I think Clodagh conceded on one occasion that Mr. Dean wasn't a bad man. Her opinion of him changed over time or did it vary depending on the day and how much alcohol he had Imbued?!

It was interesting how immersed Dilip Rai became in British culture to the point of nearly ordering a suit for himself. Then the encounter with Kanchi happened and he gave it all up and reverted to his preordained role as heir. It became clear how he was going to live his life with Kanchi as his concubine.

woodhill · 29/10/2022 16:13

Did they all get affected by the altitude

MotherofPearl · 29/10/2022 18:07

Very insightful and thought-provoking comments from everyone.

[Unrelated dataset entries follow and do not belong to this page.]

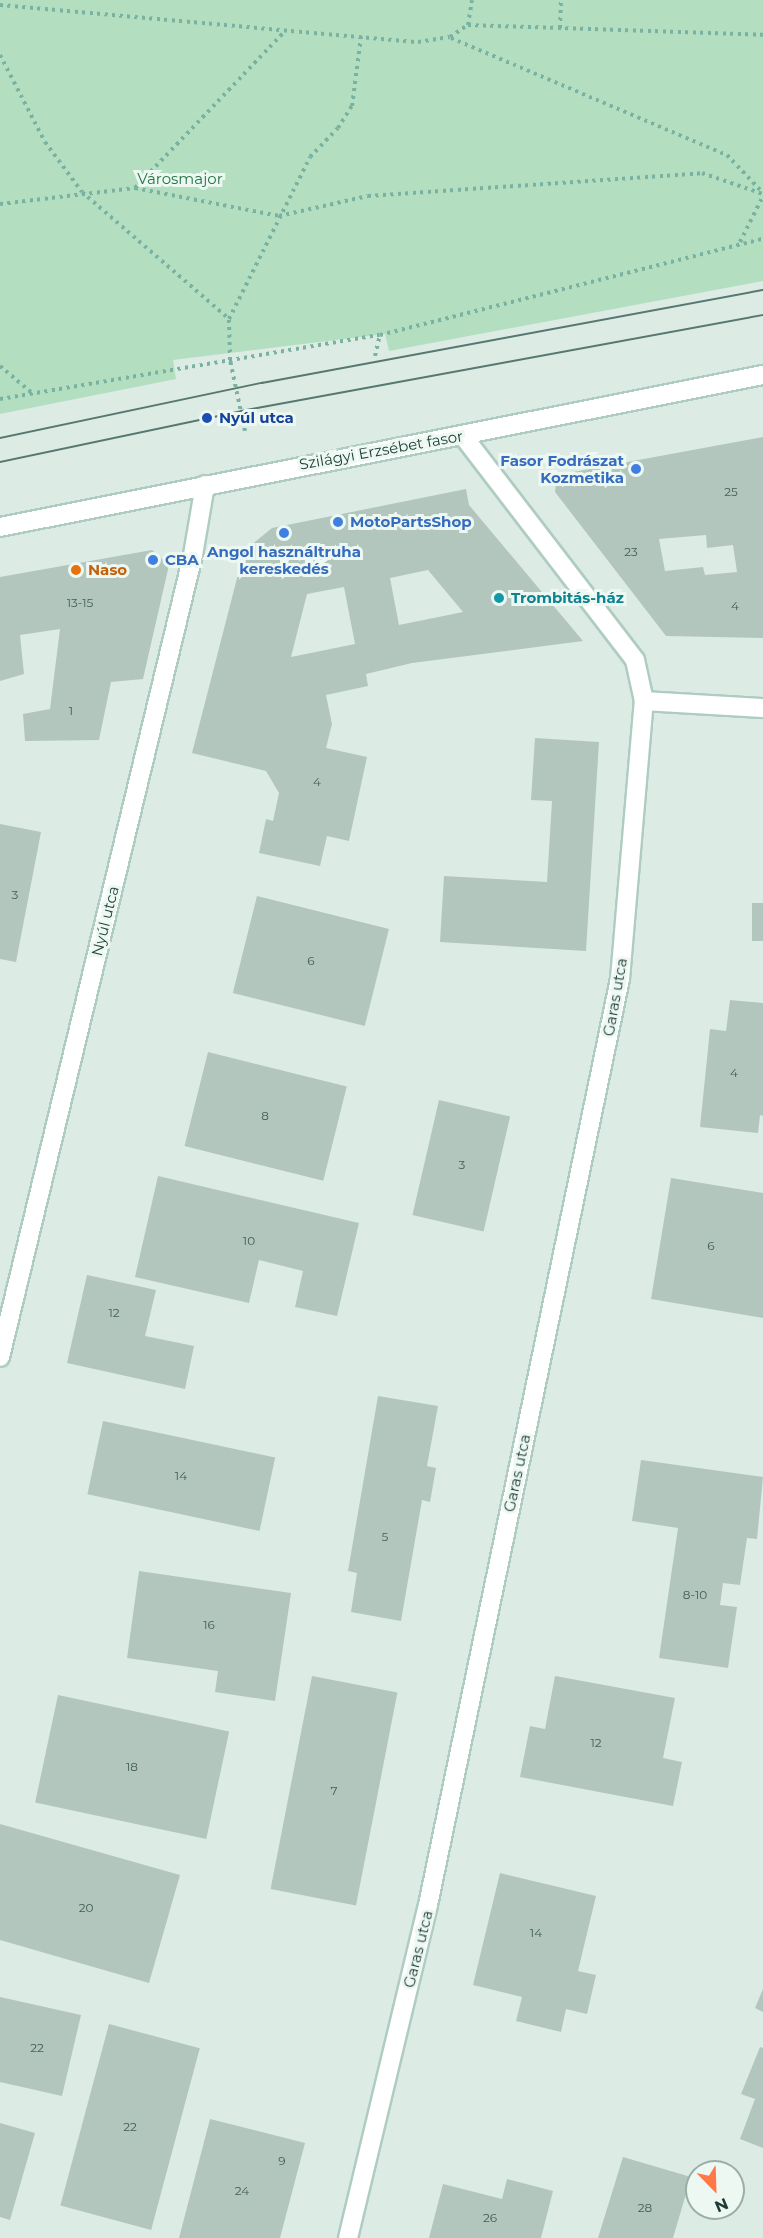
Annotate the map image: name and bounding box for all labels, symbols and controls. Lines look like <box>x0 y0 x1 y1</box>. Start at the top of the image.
park label: Városmajor <box>137 170 223 188</box>
place label: Nyúl utca <box>219 409 294 427</box>
marker: Nyúl utca <box>200 411 214 425</box>
street label: Szilágyi Erzsébet fasor <box>298 427 464 473</box>
place label: Fasor Fodrászat Kozmetika <box>500 451 624 486</box>
marker: Fasor Fodrászat Kozmetika <box>629 462 643 476</box>
house number: 25 <box>724 485 738 499</box>
place label: MotoPartsShop <box>350 513 472 531</box>
marker: MotoPartsShop <box>331 515 345 529</box>
marker: Angol használtruha kereskedés <box>277 526 291 540</box>
place label: Angol használtruha kereskedés <box>207 542 361 577</box>
house number: 23 <box>624 545 638 559</box>
place label: CBA <box>165 551 199 569</box>
marker: CBA <box>146 553 160 567</box>
place label: Naso <box>88 561 127 579</box>
marker: Naso <box>69 563 83 577</box>
place label: Trombitás-ház <box>511 589 624 607</box>
marker: Trombitás-ház <box>492 591 506 605</box>
house number: 13-15 <box>67 596 93 610</box>
house number: 4 <box>731 599 739 613</box>
house number: 1 <box>69 704 73 718</box>
house number: 4 <box>313 775 321 789</box>
street label: Nyúl utca <box>88 884 122 958</box>
house number: 3 <box>12 888 18 902</box>
house number: 6 <box>307 954 315 968</box>
street label: Garas utca <box>599 956 631 1038</box>
house number: 4 <box>730 1066 738 1080</box>
house number: 8 <box>261 1109 269 1123</box>
house number: 3 <box>459 1158 465 1172</box>
house number: 10 <box>243 1234 255 1248</box>
house number: 6 <box>707 1239 715 1253</box>
house number: 12 <box>108 1306 120 1320</box>
street label: Garas utca <box>500 1432 534 1514</box>
house number: 14 <box>175 1469 187 1483</box>
house number: 5 <box>382 1530 388 1544</box>
house number: 8-10 <box>683 1588 707 1602</box>
house number: 16 <box>203 1618 215 1632</box>
house number: 12 <box>590 1736 602 1750</box>
house number: 18 <box>126 1760 138 1774</box>
house number: 7 <box>330 1784 338 1798</box>
house number: 20 <box>79 1901 93 1915</box>
street label: Garas utca <box>400 1908 436 1990</box>
house number: 14 <box>530 1926 542 1940</box>
house number: 22 <box>30 2041 44 2055</box>
house number: 22 <box>123 2120 137 2134</box>
house number: 9 <box>278 2154 286 2168</box>
north arrow <box>685 2160 745 2220</box>
house number: 24 <box>235 2184 249 2198</box>
text: N <box>712 2194 731 2216</box>
house number: 28 <box>638 2201 652 2215</box>
house number: 26 <box>483 2211 497 2225</box>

I am going to try to track down the film, which I've not seen.

IsFuzzyBeagMise · 29/10/2022 20:11

woodhill · 29/10/2022 16:13

Did they all get affected by the altitude

They must have been. They all sounded rather unwell by the end of the story; pale, thin, gaunt, over-tired and wrung out.

tobee · 30/10/2022 03:00

woodhill · 29/10/2022 16:13

Did they all get affected by the altitude

That's what I assumed.

This thread has made me buy a couple of books about understanding literature. Even though I did a degree in it 30 odd years ago, I feel like I need a brush up!

Terpsichore · 30/10/2022 08:22

Yes, there were references to the thin, pure air making them all tired and breathless and slightly dazed. In chapter 6 - first of all they had to become acclimatised to living in the high altitude after months and years of the plains. After the first few days Sister Ruth was always complaining about her headaches; they all had them and felt listless and sick.

IceandIndigo · 30/10/2022 09:26

I’ve experienced altitude sickness in South America and I thought the book’s description of it was very accurate.

Thanks everyone for the comments, I’ve been really enjoying them.